The scenario is all too common in this day and age of inadequate mental health services: A person with a serious mental illness, needing treatment, attracts the attention of the police because he or she is acting in a bizarre and inappropriate way. This person is not a criminal, but rather someone who needs professional mental health treatment and services.
Across the country, jails and prisons have emerged as de-facto psychiatric treatment facilities, although they are ill-equipped to meet this responsibility. Now a potential solution has emerged in the form of Mental Health Courts (MHCs).
Thanks in part to the tireless efforts of NAMI members over the last six years, there are approximately 70 MHCs across the country and many more in the planning stages. MHCs were created as a link between the criminal justice system and mental health services, with the goal of reducing the criminalization of mental illnesses, overcrowding in jails and prisons, and recidivism rates by improving access to treatment.

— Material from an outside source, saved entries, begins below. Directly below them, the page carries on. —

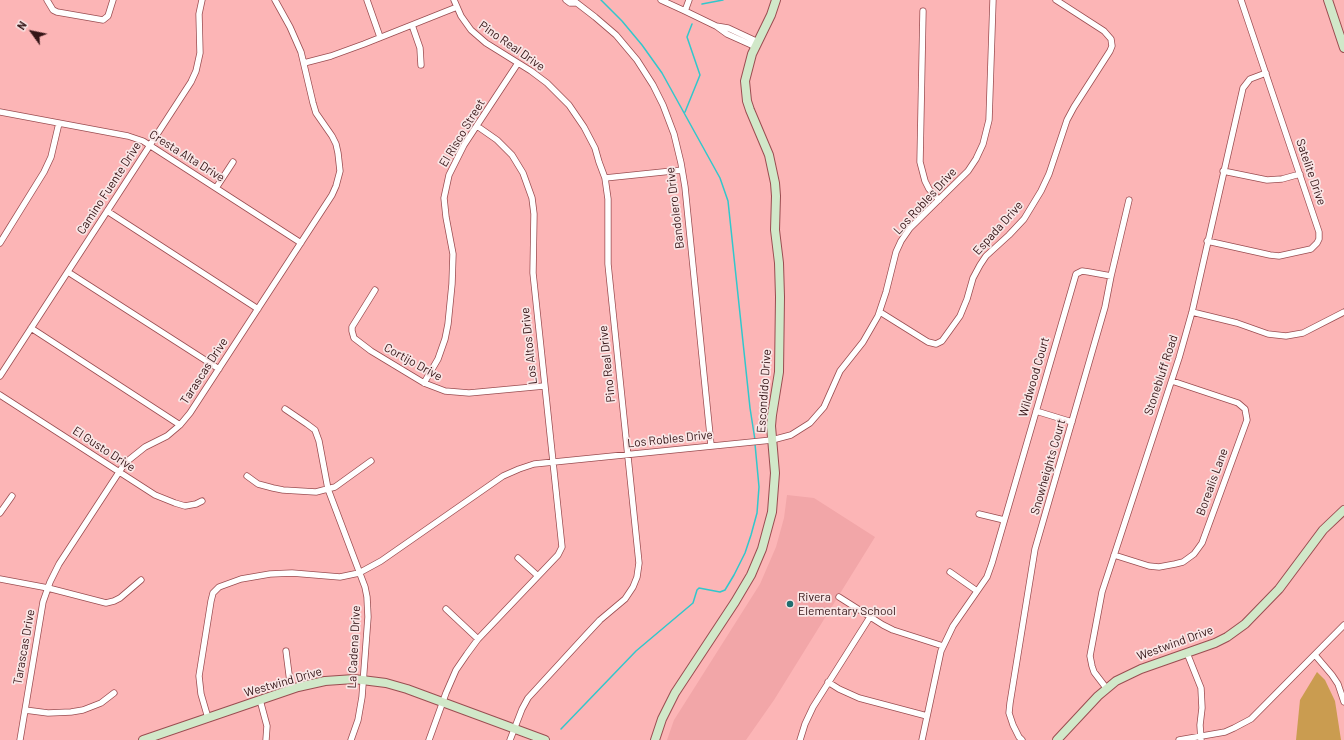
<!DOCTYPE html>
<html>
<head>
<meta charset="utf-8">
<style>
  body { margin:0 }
  #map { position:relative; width:1344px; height:740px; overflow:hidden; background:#fcb5b6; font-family:Barlow,sans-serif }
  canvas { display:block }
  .north { position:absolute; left:12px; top:12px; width:40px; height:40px; -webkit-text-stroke:3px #f9e6e6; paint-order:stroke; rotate:303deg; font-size:11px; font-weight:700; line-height:16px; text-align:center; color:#341416 }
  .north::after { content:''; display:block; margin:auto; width:14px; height:18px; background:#341416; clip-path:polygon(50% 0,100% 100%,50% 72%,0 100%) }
</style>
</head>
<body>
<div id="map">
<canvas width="1344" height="740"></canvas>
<div class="north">N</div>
</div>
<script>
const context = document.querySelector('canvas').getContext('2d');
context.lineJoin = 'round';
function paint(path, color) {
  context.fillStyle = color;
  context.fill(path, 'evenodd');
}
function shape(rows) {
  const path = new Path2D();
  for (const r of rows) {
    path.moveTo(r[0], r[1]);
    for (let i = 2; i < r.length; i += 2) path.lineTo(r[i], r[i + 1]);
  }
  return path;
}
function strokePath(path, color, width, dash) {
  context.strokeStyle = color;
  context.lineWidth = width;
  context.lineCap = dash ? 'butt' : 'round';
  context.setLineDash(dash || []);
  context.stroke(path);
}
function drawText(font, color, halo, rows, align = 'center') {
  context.font = font + ' Barlow,sans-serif';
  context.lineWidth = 3.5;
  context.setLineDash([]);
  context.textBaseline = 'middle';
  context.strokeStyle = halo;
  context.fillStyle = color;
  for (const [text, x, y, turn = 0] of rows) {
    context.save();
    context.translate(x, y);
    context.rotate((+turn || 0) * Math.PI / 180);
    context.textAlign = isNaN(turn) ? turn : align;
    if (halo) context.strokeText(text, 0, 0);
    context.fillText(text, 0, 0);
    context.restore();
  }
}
paint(shape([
  [787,495,814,498,875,537,774,700,746,740,667,740,674,720,760,584,776,547,784,518]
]), '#f2a6a8');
paint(shape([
  [1317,672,1325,680,1335,701,1341,740,1296,740,1300,700]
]), '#ca9c50');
strokePath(shape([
  [601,0,622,21,642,45,662,73,720,178,728,201,750,408,755,440],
  [702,4,723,0],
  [685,112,700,75,687,37,692,24],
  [561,729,636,651,693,603,697,590,699,588,720,592,725,590,734,575,745,553,751,535,757,513,759,487,755,444]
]), '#31c7cc', 1.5);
const street = shape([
  [47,0,53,10,57,12,103,20,108,16,113,0],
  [367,0,380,37],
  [454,0,461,16,471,30,486,43,531,71,547,83,569,105,584,127,595,148,599,162,605,178,608,199,608,264,639,563,637,577,633,587,625,599,600,620,586,635,528,698,522,709,510,740],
  [566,0,570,3,576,3],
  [573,0,595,17,616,35,637,60,653,85,663,105,674,134,681,163,685,187,711,445],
  [661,0,685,11,689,0],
  [685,11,716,26,728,28,758,42],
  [923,11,920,162,925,181,929,189,939,200],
  [412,25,420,48,421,65],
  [716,26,727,34,756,47],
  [304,63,331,56,364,44,457,7],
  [0,112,128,136,143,141,301,243],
  [1223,171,1267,180,1282,179,1300,174],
  [605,178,682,170],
  [216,188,233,162],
  [107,211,258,309],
  [1207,241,1270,255,1279,256,1311,249,1317,243,1319,239,1319,232,1241,0],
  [0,243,44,172,51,157,59,123],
  [68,272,219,369],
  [375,290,352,327,352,331,354,338,371,351,424,383,445,391,469,393,544,386],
  [880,312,928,342,936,344,942,341,960,316,967,299,973,278,980,265,986,256,1009,235,1024,219,1041,191,1049,174,1067,120,1074,107,1110,51,1112,46,1111,39,1104,31,1056,0],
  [1192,312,1237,323,1268,334,1286,336,1303,333,1344,312],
  [31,328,180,425],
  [0,376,191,82,196,71,200,53,199,14,202,0],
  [424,383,438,359,445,339,448,324,452,284,453,254,446,217,444,198,449,175,464,145,518,63],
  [0,395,155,495,175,503,185,506,196,504,202,501],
  [285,409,307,424,315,430,319,441,328,489,365,587,367,597,368,617,362,697,358,720,351,740],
  [1036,411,1072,422],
  [247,476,258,484,273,488,283,490,316,492,335,487,371,461],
  [0,513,12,496],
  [979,514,1004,520],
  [1114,555,1149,566,1159,567,1175,564,1183,562,1194,554,1202,543,1247,420,1245,409,1238,403,1172,381],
  [518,558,538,576],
  [950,572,977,591],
  [0,579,48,588,106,603,114,601,120,598,141,580],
  [839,597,883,625,893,630,943,646],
  [446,609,478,639],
  [286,651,291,690],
  [1187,653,1201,688,1202,708,1200,725,1201,740],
  [1315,655,1332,675,1338,684,1344,702],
  [828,682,839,689,859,698,927,716],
  [1107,689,1094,672,1092,666,1090,656,1102,592,1179,358,1192,312,1243,88,1250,79,1266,73],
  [260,700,267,726,266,740],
  [25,710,48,713,71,712,83,710,101,703,114,693],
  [208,718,201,694,199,676,211,601,213,593,219,587,241,579,270,574,292,573,340,577,359,573,381,561,503,476,519,469,534,464,772,440,791,435,810,423,824,407,840,371,863,342,878,316,886,292,896,252,901,241,910,228,968,171,976,159,983,144,989,120,993,0],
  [20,740,43,602,50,582,59,564,125,463,145,447,167,436,180,425,190,413,332,195,336,186,340,171,338,153,336,144,332,136,316,113,313,103,301,52,290,27,275,0],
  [429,740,446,693,456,670,467,654,478,639,558,555,562,547,533,273,534,214,532,198,523,173,512,155,497,140,477,126],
  [800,740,805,724,813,707,870,617],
  [922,740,941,651,953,626,987,577,992,563,1076,274,1082,271,1089,272,1111,276],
  [1022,740,1019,737,1013,725,1009,713,1010,703,1035,549,1105,307,1111,276,1129,200],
  [1179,740,1225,732,1234,728,1251,719,1344,625]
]);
const secondary = shape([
  [1328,0,1344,48],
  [143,740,298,687,325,681,354,679,386,683,407,689,545,740],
  [655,740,662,719,675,693,735,602,751,575,762,549,772,512,775,473,771,426,772,415,779,372,780,297,779,263,775,230,776,196,775,183,769,155,750,110,747,101,745,81,752,54,771,15,776,0],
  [1057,740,1098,696,1116,681,1141,669,1215,643,1227,637,1245,624,1279,589,1323,530,1344,510]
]);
strokePath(street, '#9a4d51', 7);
strokePath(secondary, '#9a4d51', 10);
strokePath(street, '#fff', 5.5);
strokePath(secondary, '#d1e8c9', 8);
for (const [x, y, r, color] of [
  [790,604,4,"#216d6f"]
]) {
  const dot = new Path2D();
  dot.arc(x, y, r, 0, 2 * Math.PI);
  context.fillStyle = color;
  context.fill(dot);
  strokePath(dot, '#f9e6e6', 1.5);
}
drawText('12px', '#341416', '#f9e6e6', [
  ["Pino Real Drive",512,46,35],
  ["El Risco Street",462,133,-59],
  ["Cresta Alta Drive",187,156,32],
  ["Satelite Drive",1311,172,71],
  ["Camino Fuente Drive",109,188,-57],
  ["Los Robles Drive",925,201,-47],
  ["Bandolero Drive",675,208,-97],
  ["Espada Drive",998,228,-48],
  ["Los Altos Drive",529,346,-96],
  ["Cortijo Drive",413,362,29],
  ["Pino Real Drive",607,364,-96],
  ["Tarascas Drive",204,371,-57],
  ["Stonebluff Road",1161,375,-72],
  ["Wildwood Court",1034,377,-74],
  ["Escondido Drive",764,391,-86],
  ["Los Robles Drive",670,439,-6],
  ["El Gusto Drive",104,449,33],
  ["Snowheights Court",1048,467,-74],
  ["Borealis Lane",1212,482,-70],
  ["Westwind Drive",1175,643,-20],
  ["Tarascas Drive",24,647,-80],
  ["La Cadena Drive",354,647,-87],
  ["Westwind Drive",283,682,-16]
]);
drawText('12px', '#341416', '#f9e6e6', [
  ["Rivera",798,597],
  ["Elementary School",798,611]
], 'left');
</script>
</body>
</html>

MHCs are run and staffed by court personnel and mental health professionals who understand the needs of persons with mental illnesses. In the case of criminal defendants with mental illnesses, many are now diverted from traditional criminal courts into MHCs, where they are sentenced to treatment programs, including community-based supports, rather than jails where mental health treatment is woefully inadequate. The court monitors clients to ensure that they are complying with the terms of their treatment programs. If clients are non-compliant, the court can impose sanctions, ranging from altering a client’s treatment program to incarceration.
NAMI has begun compiling information on all of these courts, such as contact information, eligibility requirements and sources of funding to assist consumers seeking diversion programs and advocates seeking to create mental health courts in their communities. NAMI, in conjunction with other organizations and persons, will continue to compile and update this information, which will be available soon on the NAMI website at www.nami.org.